The General Assembly voted by a razor-thin margin -- 310-303 -- to sell stock in Caterpillar, Hewlett-Packard and Motorola Solutions. Two years ago, the General Assembly rejected a similar divestment proposal by two votes.
The General Assembly voted by a razor-thin margin -- 310-303 -- to sell stock in Caterpillar, Hewlett-Packard and Motorola Solutions. Two years ago, the General Assembly rejected a similar divestment proposal by two votes.
The American Jewish Committee, a policy and
advocacy group based in New York, said the vote was "driven by hatred of
Israel." But Heath Rada, moderator for the church meeting, said
immediately after the vote that "in no way is this a reflection of our
lack of love for our Jewish brothers and sisters."
The decision is expected to reverberate beyond
the 1.8 million-member church. It comes amid discouragement over failed
peace talks that have left activists desperate for some way to affect
change and as the broader movement known as BDS -- or boycott,
divestment and sanctions against Israel -- has gained some momentum in
the U.S., Israel's closest and most important ally.
Presbyterians who advocated for divestment
insisted their action was not part of the broader boycott movement.
Israeli officials, along with many American Jewish groups, denounced the
campaign as an attempt to delegitimize the Jewish state. Separately,
the assembly also voted to re-examine its support for a two-state
solution.
In a statement on its Facebook page, the
Israeli Embassy in Washington denounced the Presbyterian Church (U.S.A.)
resolution as "shameful."
"Voting for symbolic measures marginalizes and
removes its ability to be a constructive partner to promote peace in
the Middle East," the statement said.
Omar Barghouti, a co-founder of the BDS movement, praised the vote as a "sweet victory for human rights."
He said Presbyterian supporters of Palestinian
rights have introduced divestment into the U.S. mainstream and have
given Palestinians "real hope in the face of the relentless and
intensifying cruelty of Israel's regime of occupation, settler
colonialism and apartheid."
The top Presbyterian legislative body has been
considering divestment for a decade.

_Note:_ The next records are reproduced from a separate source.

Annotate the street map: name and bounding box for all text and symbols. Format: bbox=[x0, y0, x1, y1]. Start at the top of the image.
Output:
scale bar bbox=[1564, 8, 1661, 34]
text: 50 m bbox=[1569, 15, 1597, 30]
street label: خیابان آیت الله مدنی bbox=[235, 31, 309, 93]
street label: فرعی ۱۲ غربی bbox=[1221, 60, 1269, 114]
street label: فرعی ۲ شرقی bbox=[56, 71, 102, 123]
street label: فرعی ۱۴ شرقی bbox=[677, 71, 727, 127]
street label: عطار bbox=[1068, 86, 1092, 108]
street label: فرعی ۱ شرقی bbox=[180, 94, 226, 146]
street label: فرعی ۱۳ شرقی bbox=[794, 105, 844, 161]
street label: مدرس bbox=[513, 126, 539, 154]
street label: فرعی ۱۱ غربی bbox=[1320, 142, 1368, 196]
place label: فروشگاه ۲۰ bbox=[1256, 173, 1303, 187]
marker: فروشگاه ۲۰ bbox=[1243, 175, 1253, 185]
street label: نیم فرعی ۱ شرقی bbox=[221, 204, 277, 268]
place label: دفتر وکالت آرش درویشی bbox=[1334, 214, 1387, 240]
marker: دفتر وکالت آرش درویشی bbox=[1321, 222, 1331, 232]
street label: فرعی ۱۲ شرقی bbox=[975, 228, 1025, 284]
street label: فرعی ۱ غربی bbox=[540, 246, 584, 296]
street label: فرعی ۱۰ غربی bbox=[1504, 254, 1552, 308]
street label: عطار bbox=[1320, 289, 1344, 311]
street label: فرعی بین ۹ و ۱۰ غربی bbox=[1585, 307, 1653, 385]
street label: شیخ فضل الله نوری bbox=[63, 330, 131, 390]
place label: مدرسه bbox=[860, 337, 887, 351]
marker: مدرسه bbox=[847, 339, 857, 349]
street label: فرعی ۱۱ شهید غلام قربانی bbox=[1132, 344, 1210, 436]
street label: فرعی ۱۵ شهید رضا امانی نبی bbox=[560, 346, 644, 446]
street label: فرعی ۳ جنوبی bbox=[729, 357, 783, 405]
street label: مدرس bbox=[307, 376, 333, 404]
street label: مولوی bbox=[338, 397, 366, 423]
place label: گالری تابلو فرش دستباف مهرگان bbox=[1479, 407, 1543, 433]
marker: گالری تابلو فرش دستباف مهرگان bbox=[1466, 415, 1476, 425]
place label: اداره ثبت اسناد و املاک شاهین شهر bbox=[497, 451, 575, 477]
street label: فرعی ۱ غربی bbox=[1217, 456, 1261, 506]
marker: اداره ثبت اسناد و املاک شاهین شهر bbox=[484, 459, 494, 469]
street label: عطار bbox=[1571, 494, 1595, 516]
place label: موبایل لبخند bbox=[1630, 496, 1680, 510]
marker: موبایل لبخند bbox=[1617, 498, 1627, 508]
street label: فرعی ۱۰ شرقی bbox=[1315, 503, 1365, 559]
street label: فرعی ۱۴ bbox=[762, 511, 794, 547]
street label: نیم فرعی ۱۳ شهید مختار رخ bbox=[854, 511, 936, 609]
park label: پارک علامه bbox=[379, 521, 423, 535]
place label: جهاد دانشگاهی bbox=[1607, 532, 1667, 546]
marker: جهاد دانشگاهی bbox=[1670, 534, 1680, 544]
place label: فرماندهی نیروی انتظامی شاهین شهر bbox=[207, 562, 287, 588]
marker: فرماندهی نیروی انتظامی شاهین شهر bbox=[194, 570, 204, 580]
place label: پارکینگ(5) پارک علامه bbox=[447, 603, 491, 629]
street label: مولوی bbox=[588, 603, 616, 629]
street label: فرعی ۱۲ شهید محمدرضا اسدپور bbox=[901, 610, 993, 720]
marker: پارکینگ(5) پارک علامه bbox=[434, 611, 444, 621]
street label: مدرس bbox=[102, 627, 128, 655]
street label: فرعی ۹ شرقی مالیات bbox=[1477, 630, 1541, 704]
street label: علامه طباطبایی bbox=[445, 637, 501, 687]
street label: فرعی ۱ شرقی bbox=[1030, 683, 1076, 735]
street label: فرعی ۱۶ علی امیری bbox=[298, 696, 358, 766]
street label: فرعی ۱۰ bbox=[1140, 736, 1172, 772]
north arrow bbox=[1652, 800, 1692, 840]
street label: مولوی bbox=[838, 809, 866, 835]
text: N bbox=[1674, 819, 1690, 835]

Representatives of the
Presbyterian socially responsible investment arm told the national
meeting in Detroit that their efforts to lobby the three companies for
change had failed. Carol Hylkema of the Israel/Palestine Mission
Network, a Presbyterian group that advocates for Palestinians and
spearheaded the drive for divestment, said their action was modeled on
the divestment movement to end apartheid in South Africa. The 2012
assembly had endorsed a boycott of Israeli products made in the
Palestinian territories.
"Because we are a historical peacemaking
church, what we have done is, we have stood up for nonviolent means of
resistance to oppression and we have sent a clear message to a
struggling society that we support their efforts to resist in a
nonviolent way the oppression being thrust upon them," said the Rev.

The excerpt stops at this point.